> _WHAT YOU SHOULD DO_
Records follow. Copy every line with "sizing".

> _Collected data entries_
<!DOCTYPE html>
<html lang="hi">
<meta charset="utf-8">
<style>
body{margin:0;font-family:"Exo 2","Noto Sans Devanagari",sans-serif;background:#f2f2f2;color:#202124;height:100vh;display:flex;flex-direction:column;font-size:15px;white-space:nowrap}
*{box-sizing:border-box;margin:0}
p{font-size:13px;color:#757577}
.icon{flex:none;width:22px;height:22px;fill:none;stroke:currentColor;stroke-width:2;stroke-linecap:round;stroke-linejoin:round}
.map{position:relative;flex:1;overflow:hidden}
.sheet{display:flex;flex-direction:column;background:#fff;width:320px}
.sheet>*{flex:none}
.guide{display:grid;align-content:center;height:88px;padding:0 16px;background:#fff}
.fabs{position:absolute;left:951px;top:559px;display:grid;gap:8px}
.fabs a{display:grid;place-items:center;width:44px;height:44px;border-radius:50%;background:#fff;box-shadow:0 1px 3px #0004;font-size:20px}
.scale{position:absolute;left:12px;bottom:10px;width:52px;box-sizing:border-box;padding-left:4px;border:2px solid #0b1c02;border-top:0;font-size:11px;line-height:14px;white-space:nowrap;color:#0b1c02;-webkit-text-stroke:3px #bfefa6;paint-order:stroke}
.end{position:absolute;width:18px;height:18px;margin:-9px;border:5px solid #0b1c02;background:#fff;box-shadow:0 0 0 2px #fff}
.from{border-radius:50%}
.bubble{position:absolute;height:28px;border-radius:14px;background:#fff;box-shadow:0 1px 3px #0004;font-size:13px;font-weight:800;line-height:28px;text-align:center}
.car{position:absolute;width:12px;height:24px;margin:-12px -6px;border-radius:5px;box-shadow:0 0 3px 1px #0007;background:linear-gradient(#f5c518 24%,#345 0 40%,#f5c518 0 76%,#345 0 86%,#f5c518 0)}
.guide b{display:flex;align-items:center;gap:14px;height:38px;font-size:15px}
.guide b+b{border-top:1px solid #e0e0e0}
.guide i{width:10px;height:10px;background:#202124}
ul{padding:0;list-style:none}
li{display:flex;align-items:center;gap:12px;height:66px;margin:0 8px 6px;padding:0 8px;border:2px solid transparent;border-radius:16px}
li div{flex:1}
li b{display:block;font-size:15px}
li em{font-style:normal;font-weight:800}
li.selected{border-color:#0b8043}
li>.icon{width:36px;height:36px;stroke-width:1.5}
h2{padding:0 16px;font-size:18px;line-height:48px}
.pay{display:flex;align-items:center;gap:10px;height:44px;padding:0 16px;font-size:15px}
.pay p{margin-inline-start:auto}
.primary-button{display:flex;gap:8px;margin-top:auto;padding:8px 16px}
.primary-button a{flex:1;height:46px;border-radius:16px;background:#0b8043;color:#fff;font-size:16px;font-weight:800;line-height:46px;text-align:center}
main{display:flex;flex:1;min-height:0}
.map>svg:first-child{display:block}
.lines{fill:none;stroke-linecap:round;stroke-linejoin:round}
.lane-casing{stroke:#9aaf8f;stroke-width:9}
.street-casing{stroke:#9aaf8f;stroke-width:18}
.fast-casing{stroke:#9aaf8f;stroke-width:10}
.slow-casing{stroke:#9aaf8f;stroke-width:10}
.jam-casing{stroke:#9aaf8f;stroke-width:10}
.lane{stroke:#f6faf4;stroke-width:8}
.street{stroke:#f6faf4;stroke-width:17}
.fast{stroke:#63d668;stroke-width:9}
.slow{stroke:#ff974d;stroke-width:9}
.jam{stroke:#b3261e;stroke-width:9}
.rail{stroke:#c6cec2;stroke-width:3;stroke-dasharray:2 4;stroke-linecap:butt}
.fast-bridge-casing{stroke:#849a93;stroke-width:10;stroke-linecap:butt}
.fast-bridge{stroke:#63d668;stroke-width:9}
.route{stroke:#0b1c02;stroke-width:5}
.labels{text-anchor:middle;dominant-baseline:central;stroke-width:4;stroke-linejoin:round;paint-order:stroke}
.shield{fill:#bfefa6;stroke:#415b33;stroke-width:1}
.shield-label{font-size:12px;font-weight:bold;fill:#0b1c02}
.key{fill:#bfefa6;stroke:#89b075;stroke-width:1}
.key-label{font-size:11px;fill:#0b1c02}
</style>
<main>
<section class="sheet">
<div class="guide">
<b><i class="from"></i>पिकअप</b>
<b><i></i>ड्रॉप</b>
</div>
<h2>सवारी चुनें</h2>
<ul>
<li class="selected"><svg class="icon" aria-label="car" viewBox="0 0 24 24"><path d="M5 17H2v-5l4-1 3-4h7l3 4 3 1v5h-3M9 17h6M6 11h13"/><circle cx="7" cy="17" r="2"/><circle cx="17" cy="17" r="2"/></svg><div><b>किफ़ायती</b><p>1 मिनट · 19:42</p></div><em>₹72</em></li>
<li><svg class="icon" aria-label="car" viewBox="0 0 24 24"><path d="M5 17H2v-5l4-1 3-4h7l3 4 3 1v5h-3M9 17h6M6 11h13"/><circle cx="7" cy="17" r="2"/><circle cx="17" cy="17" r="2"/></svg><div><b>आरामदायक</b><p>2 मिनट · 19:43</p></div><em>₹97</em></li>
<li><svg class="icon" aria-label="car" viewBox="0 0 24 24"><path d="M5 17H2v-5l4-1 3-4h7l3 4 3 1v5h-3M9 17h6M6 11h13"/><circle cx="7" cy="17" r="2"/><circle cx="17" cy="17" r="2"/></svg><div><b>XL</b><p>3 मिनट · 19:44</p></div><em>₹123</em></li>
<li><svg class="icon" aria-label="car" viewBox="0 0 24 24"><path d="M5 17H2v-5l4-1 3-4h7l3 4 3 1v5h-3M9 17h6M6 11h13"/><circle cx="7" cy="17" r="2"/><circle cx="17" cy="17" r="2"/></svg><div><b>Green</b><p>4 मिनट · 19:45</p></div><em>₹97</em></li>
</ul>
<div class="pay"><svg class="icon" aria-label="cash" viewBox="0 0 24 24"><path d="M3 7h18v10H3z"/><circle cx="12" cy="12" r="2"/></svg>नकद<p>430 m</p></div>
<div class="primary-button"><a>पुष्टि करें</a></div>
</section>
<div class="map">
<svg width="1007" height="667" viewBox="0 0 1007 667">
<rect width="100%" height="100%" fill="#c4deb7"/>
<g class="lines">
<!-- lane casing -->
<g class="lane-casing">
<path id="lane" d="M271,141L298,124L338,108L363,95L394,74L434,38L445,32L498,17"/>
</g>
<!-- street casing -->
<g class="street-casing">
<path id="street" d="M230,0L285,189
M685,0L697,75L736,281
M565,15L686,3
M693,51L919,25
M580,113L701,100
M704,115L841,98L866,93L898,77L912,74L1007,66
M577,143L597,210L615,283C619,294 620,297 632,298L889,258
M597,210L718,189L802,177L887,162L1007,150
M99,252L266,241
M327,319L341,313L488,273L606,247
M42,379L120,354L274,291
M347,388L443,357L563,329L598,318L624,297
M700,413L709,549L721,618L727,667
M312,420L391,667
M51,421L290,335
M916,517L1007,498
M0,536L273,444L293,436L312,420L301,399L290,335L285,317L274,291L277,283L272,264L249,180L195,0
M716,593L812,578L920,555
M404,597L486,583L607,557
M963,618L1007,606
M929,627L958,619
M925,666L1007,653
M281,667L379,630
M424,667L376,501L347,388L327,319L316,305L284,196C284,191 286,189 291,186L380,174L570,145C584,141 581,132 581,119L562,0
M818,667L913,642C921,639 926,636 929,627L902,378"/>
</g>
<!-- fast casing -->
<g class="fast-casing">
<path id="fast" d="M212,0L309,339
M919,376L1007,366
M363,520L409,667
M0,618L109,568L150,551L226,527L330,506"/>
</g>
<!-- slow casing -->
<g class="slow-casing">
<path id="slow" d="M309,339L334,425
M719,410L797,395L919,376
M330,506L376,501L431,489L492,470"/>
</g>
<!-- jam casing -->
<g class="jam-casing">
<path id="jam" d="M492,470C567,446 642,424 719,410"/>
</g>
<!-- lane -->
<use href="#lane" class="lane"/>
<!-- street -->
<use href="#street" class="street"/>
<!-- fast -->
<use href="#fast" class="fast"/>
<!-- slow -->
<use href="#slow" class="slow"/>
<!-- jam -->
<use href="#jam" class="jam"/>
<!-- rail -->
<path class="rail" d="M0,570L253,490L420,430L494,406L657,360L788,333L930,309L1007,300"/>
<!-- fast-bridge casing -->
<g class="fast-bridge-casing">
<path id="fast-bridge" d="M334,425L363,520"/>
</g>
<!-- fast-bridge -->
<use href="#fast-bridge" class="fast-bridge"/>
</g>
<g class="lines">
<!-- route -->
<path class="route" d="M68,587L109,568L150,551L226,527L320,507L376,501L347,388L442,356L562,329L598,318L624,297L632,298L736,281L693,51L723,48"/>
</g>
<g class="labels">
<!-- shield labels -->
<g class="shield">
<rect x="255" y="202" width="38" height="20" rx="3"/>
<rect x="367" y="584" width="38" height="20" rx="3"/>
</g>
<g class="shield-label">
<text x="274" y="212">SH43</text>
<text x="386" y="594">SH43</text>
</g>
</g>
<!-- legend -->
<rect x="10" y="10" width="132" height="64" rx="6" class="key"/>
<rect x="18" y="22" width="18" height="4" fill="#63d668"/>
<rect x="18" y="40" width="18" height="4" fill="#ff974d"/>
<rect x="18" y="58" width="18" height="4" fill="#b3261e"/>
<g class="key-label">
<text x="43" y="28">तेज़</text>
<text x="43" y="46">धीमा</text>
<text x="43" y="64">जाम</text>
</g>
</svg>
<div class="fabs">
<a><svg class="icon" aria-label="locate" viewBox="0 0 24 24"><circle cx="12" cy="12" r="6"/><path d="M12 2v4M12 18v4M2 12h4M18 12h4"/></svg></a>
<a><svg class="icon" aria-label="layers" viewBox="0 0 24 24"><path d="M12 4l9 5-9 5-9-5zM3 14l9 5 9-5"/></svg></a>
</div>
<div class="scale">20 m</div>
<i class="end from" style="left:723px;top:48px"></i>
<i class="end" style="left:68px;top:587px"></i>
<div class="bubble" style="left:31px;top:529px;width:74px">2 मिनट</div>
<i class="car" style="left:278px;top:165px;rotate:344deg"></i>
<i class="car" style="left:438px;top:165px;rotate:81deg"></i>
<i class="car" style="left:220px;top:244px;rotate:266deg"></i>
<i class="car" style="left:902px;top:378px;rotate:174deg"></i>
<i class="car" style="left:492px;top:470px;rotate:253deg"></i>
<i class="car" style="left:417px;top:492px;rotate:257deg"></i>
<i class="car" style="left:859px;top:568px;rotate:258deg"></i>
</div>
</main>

> _RESPONSE FOR THIS EXERCISE_
*{box-sizing:border-box;margin:0}
.scale{position:absolute;left:12px;bottom:10px;width:52px;box-sizing:border-box;padding-left:4px;border:2px solid #0b1c02;border-top:0;font-size:11px;line-height:14px;white-space:nowrap;color:#0b1c02;-webkit-text-stroke:3px #bfefa6;paint-order:stroke}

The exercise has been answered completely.